+++ Information provided +++
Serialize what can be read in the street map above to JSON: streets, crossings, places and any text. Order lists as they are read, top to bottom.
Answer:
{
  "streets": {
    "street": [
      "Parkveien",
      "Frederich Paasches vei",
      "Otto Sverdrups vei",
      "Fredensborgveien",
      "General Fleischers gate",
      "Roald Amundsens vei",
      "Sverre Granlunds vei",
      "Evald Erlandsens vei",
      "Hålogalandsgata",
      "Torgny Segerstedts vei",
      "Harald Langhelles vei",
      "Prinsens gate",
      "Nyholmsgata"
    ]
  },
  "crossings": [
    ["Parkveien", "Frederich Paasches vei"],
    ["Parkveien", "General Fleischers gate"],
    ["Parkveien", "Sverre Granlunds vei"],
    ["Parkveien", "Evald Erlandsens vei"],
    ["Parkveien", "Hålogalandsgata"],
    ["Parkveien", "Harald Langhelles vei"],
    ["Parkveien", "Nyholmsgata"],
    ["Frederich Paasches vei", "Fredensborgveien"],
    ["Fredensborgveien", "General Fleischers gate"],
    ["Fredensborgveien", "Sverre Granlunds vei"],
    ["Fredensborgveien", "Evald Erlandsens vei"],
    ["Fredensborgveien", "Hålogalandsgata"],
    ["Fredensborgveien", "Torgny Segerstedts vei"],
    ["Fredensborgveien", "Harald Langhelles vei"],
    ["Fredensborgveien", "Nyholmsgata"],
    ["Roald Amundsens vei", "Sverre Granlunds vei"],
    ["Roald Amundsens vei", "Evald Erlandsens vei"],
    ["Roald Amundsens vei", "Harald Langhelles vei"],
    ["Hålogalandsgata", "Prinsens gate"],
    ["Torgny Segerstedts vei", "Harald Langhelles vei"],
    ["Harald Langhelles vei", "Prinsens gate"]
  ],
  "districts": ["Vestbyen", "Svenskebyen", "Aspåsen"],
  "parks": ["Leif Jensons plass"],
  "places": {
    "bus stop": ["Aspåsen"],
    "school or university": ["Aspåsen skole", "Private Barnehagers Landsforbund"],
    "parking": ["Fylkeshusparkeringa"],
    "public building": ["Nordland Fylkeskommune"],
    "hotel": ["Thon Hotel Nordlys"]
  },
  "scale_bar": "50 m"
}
+++
(Activity) Using the exact wording, repeat all the entries.

(Response area)
Serialize what can be read in the street map above to JSON: streets, crossings, places and any text. Order lists as they are read, top to bottom.
Answer:
{
  "streets": {
    "street": [
      "Parkveien",
      "Frederich Paasches vei",
      "Otto Sverdrups vei",
      "Fredensborgveien",
      "General Fleischers gate",
      "Roald Amundsens vei",
      "Sverre Granlunds vei",
      "Evald Erlandsens vei",
      "Hålogalandsgata",
      "Torgny Segerstedts vei",
      "Harald Langhelles vei",
      "Prinsens gate",
      "Nyholmsgata"
    ]
  },
  "crossings": [
    ["Parkveien", "Frederich Paasches vei"],
    ["Parkveien", "General Fleischers gate"],
    ["Parkveien", "Sverre Granlunds vei"],
    ["Parkveien", "Evald Erlandsens vei"],
    ["Parkveien", "Hålogalandsgata"],
    ["Parkveien", "Harald Langhelles vei"],
    ["Parkveien", "Nyholmsgata"],
    ["Frederich Paasches vei", "Fredensborgveien"],
    ["Fredensborgveien", "General Fleischers gate"],
    ["Fredensborgveien", "Sverre Granlunds vei"],
    ["Fredensborgveien", "Evald Erlandsens vei"],
    ["Fredensborgveien", "Hålogalandsgata"],
    ["Fredensborgveien", "Torgny Segerstedts vei"],
    ["Fredensborgveien", "Harald Langhelles vei"],
    ["Fredensborgveien", "Nyholmsgata"],
    ["Roald Amundsens vei", "Sverre Granlunds vei"],
    ["Roald Amundsens vei", "Evald Erlandsens vei"],
    ["Roald Amundsens vei", "Harald Langhelles vei"],
    ["Hålogalandsgata", "Prinsens gate"],
    ["Torgny Segerstedts vei", "Harald Langhelles vei"],
    ["Harald Langhelles vei", "Prinsens gate"]
  ],
  "districts": ["Vestbyen", "Svenskebyen", "Aspåsen"],
  "parks": ["Leif Jensons plass"],
  "places": {
    "bus stop": ["Aspåsen"],
    "school or university": ["Aspåsen skole", "Private Barnehagers Landsforbund"],
    "parking": ["Fylkeshusparkeringa"],
    "public building": ["Nordland Fylkeskommune"],
    "hotel": ["Thon Hotel Nordlys"]
  },
  "scale_bar": "50 m"
}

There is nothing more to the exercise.